# Need New Bike For Electric Conversion



## Metallover (Feb 12, 2011)

Hello to everyone!

I want to re-build my electric bike for the summer! I currently have all of my parts on a Mongoose Blackcomb that I purchased used from a friend for $50. It served its purpose, but after 1000 miles at 40mph it is starting to show its price. 

I need a new bike, and my budget is,,, well I spent all of my cash on the electronics so I only have $400-$500 left for a bike.  I will turn 18 this summer and I am a Junior in HS. I am in too many sports to get a job until the summer.  It has stopped snowing much and the lawns won't be ready to mow for a few months, so money is really tight ATM.  The bike needs:

-Steel rear dropouts (for the motor)
-Full suspension
-F/R disc brakes (can always upgrade the front ones)
-Place for batteries (but I can get creative if needed)
-Room for 2.4"+ tires

I only weigh 150lbs but I let people ride it that weigh more so weight doesn't really matter.
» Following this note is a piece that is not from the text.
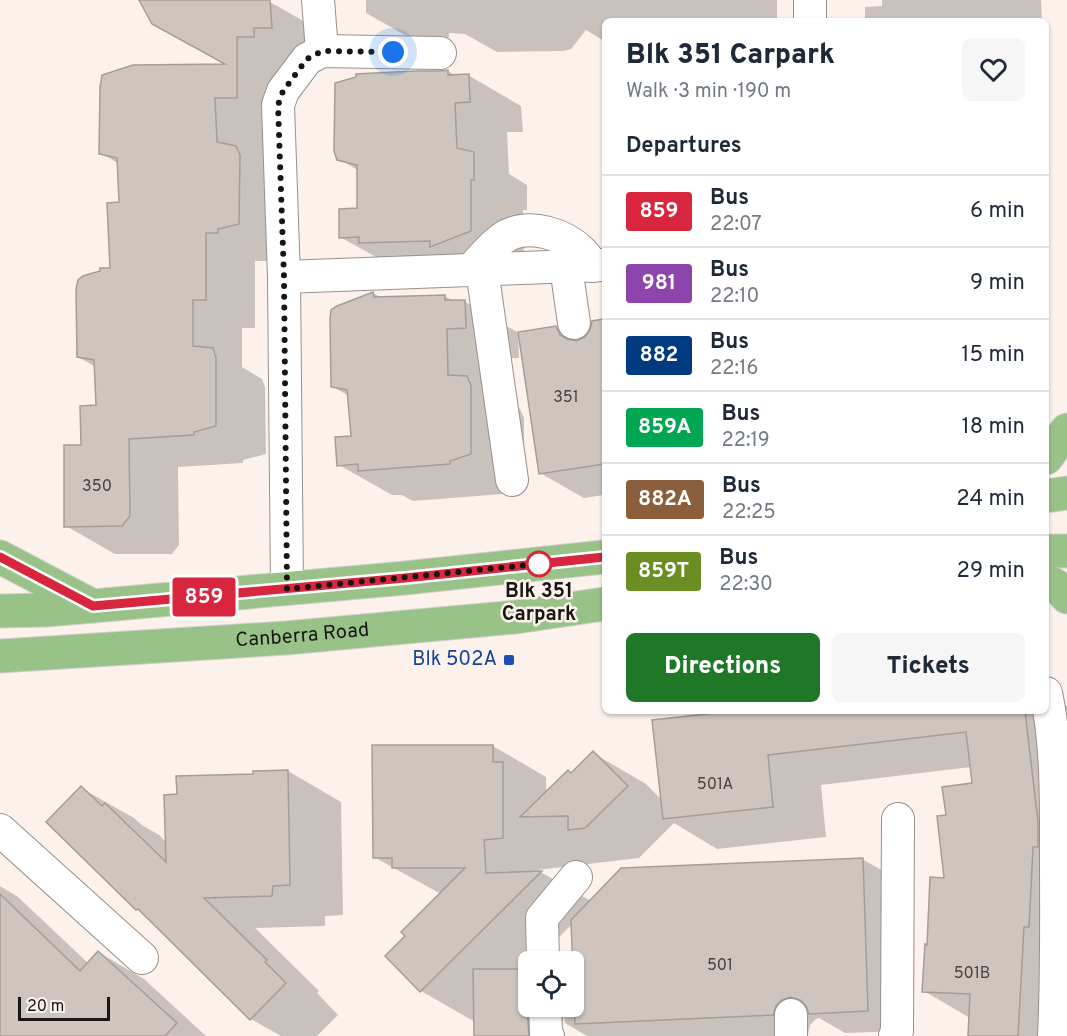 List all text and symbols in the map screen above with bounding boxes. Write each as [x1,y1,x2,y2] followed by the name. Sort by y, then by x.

Weight is further irrelevant because I will be adding 15lbs of batteries and a 14lb motor among other parts. However, the rear suspension needs to be up to the task of containing the 14lb rear wheel! 

I ride on pavement, gravel roads, and bomb across the occasional field or two.  I need the full suspension for the long rides on gravel roads! I won't do any jumping.

Now for the new bike, I was considering a FS Dawes - https://www.bikesdirect.com/products/dawes/rh_25.htm

I would also buy used, but I am a little weary about shipping. Pinkbike also... the prices aren't always what they appear on the listing and I don't want to sound like an idiot lowballing people. I don't want to spend much over $500 after shipping and it shipping is a gray area to me on pinkbike. 

Any suggestions? 

(direct links) Here is the bike in its current state. I have the ski on it now and when the conditions are right it's fun as hell! And here's a link to some videos.


----------



## AZ (Apr 14, 2009)

http://forums.mtbr.com/forumdisplay.php?f=167


----------



## Metallover (Feb 12, 2011)

I understand there is an electric section of the forum, but I posted here because I thought I would get better responses about picking a bike versus electric parts. 

I am also on endless sphere forums where they focus more on the electric part of it and that is another reason why I posted here, so I could get some opinions from non-electric riders who know more about the actual bikes.

I have been fooling around on pinkbikes and I have found some DH bikes for around $500. Hopefully I can come up with one of those!

specifically this kona Stab Garbanzo might be good? - http://www.pinkbike.com/buysell/742564/


----------



## rider95 (Mar 30, 2016)

The big problem is of course were to put the battery with that frame were the shock is it will be hard , most of the endless S guys don,t care or understand how important it is for a E bike to carry battery weight as low as you can . You are right to be looking at higher end DH and full suspension bikes you can get really goods one used cheap ! , I have pics on the Endless Sphere forms of mine its a 2001 intense tracer . One of the best full suspension frames to convert , measure your battery find the frame that will carry it best you will have a much better E bike for trail use


----------



## watts888 (Oct 2, 2012)

HA. zombie killer


----------